### Exercise prompt:
Only the text carries over: repeat the records exactly and drop the images.

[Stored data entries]
________________
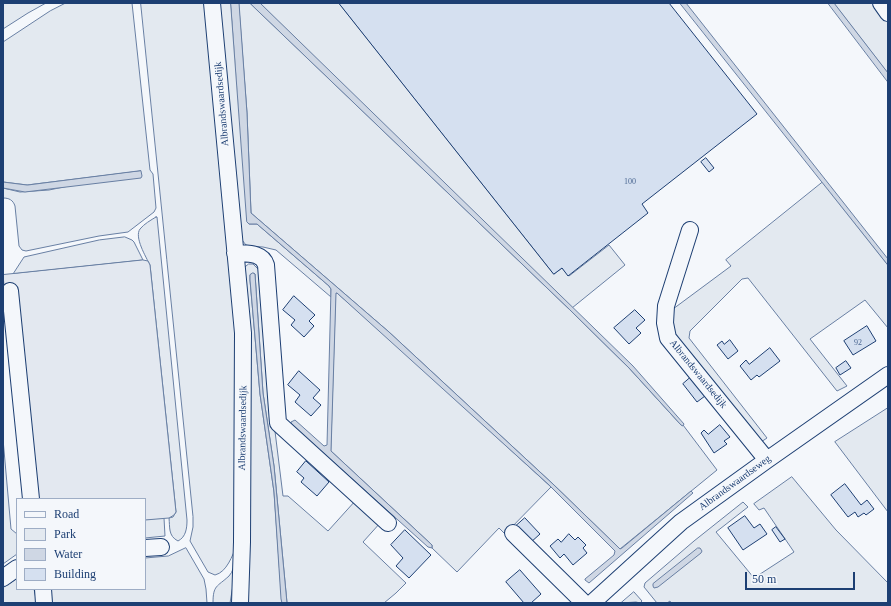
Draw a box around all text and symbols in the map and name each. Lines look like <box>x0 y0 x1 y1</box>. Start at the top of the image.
street label: Albrandswaardsedijk <box>212 61 232 147</box>
house number: 100 <box>624 177 636 187</box>
street label: Albrandswaardsedijk <box>667 337 729 411</box>
house number: 92 <box>854 338 862 348</box>
street label: Albrandswaardsedijk <box>236 385 250 471</box>
street label: Albrandswaardseweg <box>697 453 773 513</box>
legend <box>16 498 146 590</box>
text: Road <box>54 507 79 521</box>
text: Park <box>54 527 76 541</box>
text: Water <box>54 547 82 561</box>
scale bar <box>747 564 857 590</box>
text: Building <box>54 567 96 581</box>
text: 50 m <box>752 572 776 586</box>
________________
### Solution for this task:
Draw a box around all text and symbols in the map and name each. Lines look like <box>x0 y0 x1 y1</box>. Start at the top of the image.
street label: Albrandswaardsedijk <box>212 61 232 147</box>
house number: 100 <box>624 177 636 187</box>
street label: Albrandswaardsedijk <box>667 337 729 411</box>
house number: 92 <box>854 338 862 348</box>
street label: Albrandswaardsedijk <box>236 385 250 471</box>
street label: Albrandswaardseweg <box>697 453 773 513</box>
legend <box>16 498 146 590</box>
text: Road <box>54 507 79 521</box>
text: Park <box>54 527 76 541</box>
text: Water <box>54 547 82 561</box>
scale bar <box>747 564 857 590</box>
text: Building <box>54 567 96 581</box>
text: 50 m <box>752 572 776 586</box>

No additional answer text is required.